Pentingnya Keyakinan pada Tuhan
Banyak orang yang memandang Jepang adalah negara yang cukup sempurna. Mulai dari tatanan pemerintahannya, tata kota dan wilayahnya, penduduknya yang ramah dan disiplin, serta iptek yang serba maju.
Saya mengakui, negeri Indonesia masih kalah jauh di berbagai sisi kehidupan. Meski demikian, ternyata kepribadian sebagian besar orang Jepang saat ini penuh dengan kemunduran. Khususnya bila berbicara tentang keluarga dan rumah tangga.
Pertumbuhan penduduk Jepang saat ini dalam kondisi kritis. Jumlah generasi tua, jauh lebih banyak daripada generasi mudanya. Di dalam ilmu kependudukan, hal ini disebut dengan piramida terbalik. Bagian atas jauh lebih besar daripada bagian bawah yang menopangnya.
Pemerintah Jepang saat ini khawatir dengan adanya lost generation. Akibat mayoritas pemuda-pemudi Jepang yang menolak untuk menikah dan memiliki anak. Hal ini seakan tidak imbang dengan gemarnya anak-anak muda Jepang yang melakukan seks bebas. Kata orang Jawa “Mau enaknya tapi ga mau anaknya.” Hehe.
Bahkan beberapa pemerintah daerah / pervecture memberikan tunjangan bagi setiap pasangan yang menikah dan memiliki anak. Sekitar 1 juta rupiah setiap bulan. Sayangnya usaha ini tampaknya belum cukup untuk membuat anak-anak muda Jepang menikah dan berkeluarga.

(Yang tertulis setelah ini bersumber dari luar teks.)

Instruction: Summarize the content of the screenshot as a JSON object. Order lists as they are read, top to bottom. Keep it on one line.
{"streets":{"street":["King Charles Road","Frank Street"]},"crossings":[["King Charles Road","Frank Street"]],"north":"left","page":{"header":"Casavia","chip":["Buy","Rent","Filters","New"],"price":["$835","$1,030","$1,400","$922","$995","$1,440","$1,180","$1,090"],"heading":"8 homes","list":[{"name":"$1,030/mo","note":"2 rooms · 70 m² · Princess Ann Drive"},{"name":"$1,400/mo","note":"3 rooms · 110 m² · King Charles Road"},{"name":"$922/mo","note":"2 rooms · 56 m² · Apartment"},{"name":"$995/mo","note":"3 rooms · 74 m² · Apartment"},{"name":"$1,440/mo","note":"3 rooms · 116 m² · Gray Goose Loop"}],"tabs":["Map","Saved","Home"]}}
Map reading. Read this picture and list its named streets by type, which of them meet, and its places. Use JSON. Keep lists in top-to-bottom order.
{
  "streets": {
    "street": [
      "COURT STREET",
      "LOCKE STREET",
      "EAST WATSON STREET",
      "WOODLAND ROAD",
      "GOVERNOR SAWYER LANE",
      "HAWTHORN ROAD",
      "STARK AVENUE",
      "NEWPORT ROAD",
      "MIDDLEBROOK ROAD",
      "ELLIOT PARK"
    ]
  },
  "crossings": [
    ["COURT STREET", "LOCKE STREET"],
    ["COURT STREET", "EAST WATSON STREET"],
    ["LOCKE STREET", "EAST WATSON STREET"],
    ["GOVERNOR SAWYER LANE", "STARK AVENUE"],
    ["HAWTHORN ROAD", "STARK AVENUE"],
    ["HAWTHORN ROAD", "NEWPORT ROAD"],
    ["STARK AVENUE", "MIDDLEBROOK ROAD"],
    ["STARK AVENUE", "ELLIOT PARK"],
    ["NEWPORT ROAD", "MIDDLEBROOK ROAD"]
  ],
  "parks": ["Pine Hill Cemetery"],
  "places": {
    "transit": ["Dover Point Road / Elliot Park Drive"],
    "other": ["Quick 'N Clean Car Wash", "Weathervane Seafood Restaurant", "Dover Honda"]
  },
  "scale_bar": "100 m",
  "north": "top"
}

Menurut saya, permasalahan utama enggannya muda-mudi Jepang untuk menikah dan memiliki keturunan bukan pada ekonomi, namun pada keyakinan mereka. Sejumlah pemuda menyebut bahwa keluarga adalah penghambat karir. Sedangkan anak adalah beban bagi dirinya. Dengan keluarga mereka merasa terikat dengan hubungan sebagai Ayah, Ibu dan anak. Berbeda ketika mereka memutuskan untuk tidak menikah. Mereka merasa bebas kemanapun mereka suka dan membuat dirinya tanpa ikatan apapun.